Tower Hill Wildlife Reserve is home to one of the most interesting landscapes along the Southern Ocean. Home to an extinct volcano, today its lush landscapes have risen out of the volcanic ash that once laden the area. It is a haven for wildlife and made up of lush wetlands, crater lakes, native bush and other geological wonders.
If you like hiking or animal spotting, you’ll enjoy this national park. It is just a short detour from the Great Ocean Road and home to ample walking opportunities for visitors of various skill levels.
How to Get to Tower Hill Wildlife Reserve?
Tower Hill rests between Port Fairy and Warrnambool. It is just over 16 km East of Port Fairy and approximately 18 km West of Warrnambool. Tower Hill Wildlife Reserve is easily accessible by car from the Princes Highway.
If you are planning a visit, it is a good idea to visit during the weekdays and outside of peak visiting times. There tends to be much less park traffic outside of weekends and public holidays, so you can spot koalas and discover nature free of disturbances.
There is no entrance fee to access Tower Hill Wildlife Reserve. It is one of Australia’s national parks and is listed on the Victorian Heritage Register as a site of international significance. This way, visitors from across the world can explore the breathtaking natural habitat and freely learn about the local history of the land.

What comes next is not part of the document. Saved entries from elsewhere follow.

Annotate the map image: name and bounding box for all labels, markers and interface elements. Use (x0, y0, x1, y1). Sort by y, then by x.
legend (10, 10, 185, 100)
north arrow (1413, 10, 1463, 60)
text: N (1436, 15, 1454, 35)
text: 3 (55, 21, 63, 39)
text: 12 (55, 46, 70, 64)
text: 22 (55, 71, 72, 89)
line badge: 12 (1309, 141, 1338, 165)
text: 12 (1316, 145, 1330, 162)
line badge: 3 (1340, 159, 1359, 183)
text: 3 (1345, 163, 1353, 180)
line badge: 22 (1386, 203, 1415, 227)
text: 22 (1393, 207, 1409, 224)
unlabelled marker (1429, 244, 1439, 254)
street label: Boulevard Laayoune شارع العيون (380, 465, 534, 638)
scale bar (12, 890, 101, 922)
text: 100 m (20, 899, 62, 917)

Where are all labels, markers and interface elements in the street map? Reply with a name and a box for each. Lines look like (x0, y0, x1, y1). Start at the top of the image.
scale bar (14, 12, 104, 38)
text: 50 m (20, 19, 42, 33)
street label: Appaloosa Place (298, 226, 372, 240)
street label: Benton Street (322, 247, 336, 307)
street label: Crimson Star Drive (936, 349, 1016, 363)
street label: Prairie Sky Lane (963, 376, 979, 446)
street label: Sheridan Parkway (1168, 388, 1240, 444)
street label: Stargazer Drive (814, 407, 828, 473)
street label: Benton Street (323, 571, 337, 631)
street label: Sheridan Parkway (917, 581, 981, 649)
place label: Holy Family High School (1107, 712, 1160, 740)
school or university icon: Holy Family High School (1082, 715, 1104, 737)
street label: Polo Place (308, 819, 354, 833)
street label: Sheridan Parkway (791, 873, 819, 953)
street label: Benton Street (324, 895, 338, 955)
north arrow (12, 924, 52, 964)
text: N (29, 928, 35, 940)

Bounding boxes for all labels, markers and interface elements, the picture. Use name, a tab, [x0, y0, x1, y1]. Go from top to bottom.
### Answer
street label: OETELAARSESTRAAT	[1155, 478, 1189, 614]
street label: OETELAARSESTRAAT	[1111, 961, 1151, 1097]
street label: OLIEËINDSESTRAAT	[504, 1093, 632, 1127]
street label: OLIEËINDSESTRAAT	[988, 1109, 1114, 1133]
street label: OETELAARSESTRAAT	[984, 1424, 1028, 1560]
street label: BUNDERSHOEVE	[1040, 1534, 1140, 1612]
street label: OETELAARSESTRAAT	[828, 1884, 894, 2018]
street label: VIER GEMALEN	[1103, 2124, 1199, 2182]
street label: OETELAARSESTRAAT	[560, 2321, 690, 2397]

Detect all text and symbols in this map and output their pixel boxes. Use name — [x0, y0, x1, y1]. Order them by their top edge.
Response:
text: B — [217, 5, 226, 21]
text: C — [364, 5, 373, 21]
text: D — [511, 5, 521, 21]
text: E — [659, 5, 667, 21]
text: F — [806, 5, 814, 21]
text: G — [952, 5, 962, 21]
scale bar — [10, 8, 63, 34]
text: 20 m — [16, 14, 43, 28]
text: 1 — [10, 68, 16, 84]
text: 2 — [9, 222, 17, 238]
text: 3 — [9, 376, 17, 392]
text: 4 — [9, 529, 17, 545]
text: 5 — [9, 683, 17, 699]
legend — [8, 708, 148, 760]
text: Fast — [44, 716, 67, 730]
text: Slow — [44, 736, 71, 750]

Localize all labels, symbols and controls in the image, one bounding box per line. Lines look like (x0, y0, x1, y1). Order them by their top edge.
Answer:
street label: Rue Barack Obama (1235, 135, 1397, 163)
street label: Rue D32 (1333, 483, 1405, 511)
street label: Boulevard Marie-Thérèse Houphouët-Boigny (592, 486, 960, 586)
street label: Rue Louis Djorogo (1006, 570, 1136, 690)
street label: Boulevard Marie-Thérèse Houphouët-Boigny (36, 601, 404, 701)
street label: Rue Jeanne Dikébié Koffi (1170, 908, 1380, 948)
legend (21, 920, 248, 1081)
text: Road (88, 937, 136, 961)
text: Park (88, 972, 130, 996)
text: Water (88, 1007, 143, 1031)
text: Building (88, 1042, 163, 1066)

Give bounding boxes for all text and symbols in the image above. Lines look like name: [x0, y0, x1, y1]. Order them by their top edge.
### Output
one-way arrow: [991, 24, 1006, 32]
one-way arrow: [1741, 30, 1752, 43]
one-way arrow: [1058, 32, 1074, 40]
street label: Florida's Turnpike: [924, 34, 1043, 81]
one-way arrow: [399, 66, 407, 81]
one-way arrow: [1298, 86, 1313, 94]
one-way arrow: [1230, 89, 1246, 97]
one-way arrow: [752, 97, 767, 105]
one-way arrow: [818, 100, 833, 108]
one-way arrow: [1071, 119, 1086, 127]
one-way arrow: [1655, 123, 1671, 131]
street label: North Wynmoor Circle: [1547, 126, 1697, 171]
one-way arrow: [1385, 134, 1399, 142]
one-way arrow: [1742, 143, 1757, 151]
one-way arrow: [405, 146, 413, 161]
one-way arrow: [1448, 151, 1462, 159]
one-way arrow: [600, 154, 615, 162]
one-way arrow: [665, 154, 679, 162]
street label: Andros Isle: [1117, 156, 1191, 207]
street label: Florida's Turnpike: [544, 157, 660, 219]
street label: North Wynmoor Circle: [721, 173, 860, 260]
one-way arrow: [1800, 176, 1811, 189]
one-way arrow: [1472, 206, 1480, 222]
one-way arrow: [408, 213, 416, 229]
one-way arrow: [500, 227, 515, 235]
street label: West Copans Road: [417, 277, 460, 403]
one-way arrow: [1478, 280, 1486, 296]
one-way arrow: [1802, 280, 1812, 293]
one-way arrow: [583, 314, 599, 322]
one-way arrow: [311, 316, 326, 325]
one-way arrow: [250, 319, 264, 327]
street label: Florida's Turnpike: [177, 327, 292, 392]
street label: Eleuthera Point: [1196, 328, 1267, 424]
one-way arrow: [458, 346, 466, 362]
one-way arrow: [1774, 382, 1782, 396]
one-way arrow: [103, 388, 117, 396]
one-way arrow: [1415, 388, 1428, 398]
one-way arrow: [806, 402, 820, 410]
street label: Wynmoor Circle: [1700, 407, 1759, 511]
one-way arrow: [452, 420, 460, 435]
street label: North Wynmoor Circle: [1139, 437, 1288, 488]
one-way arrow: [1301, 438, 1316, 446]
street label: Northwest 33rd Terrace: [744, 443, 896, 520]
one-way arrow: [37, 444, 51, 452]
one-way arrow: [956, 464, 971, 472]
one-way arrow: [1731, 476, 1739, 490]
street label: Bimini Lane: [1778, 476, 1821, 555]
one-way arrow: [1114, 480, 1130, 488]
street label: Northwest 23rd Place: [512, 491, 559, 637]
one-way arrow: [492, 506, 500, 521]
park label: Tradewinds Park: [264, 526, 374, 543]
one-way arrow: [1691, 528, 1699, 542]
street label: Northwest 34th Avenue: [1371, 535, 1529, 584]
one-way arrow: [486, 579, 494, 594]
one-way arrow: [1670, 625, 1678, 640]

If you would like to visit the Tower Hill Visitor Centre, their opening hours are 10 am to 4 pm. This includes weekends and public holidays, except for Christmas Day.
Indigenous Communities and the History of Tower Hill Reserve
The Dhauwurd Wurrung, also commonly known as the Gunditjmara or Gunditjamara, are the traditional owners of the land encompassing Tower Hill and the surrounding area.
Archeological artifacts discovered in the volcanic ash layers by the Tower Hill area suggest that they were present to witness the last eruption of the now-dormant Tower Hill volcano. Their oral traditions also reflect this history.
Early settlers — European colonialists — arrived in the late 1830s. They began to clear and farm the land, clearing the volcanic slopes for timber and space for crops. Invasive species began to take hold. By the 1950s, the land that had once been a fertile oasis was now a desolate wasteland.
The local community began to act, and by 1961 Tower Hill was named a State Game Reserve and granted protected status. Thus began the long road towards restoring Tower Hill to its former glory. An 1855 painting by artist Eugene von Guerard, “Outlook,” which depicted the original natural habitat of Tower Hill, was used as a reference point for the restoration process.
Things to do in Tower Hill Wildlife Reserve
If you’re looking for glimpses of Australia’s native animals, significant geological formations, and ample walking opportunities, this is the place. With a rich history and a deep connection to nature, Tower Hill Wildlife Reserve has plenty to offer the traveller looking to get out and enjoy nature.
Tower Hill Visitor Centre
Celebrated Australian architect Robin Boyd designed the Tower Hill Visitor Centre. Boyd is best known for designing buildings tailored to culturally specific sites, and the Tower Hill Visitor Centre is no different. It offers 360-degree views of the park, and its structure calls to mind the magnificent dormant volcano the park rests on.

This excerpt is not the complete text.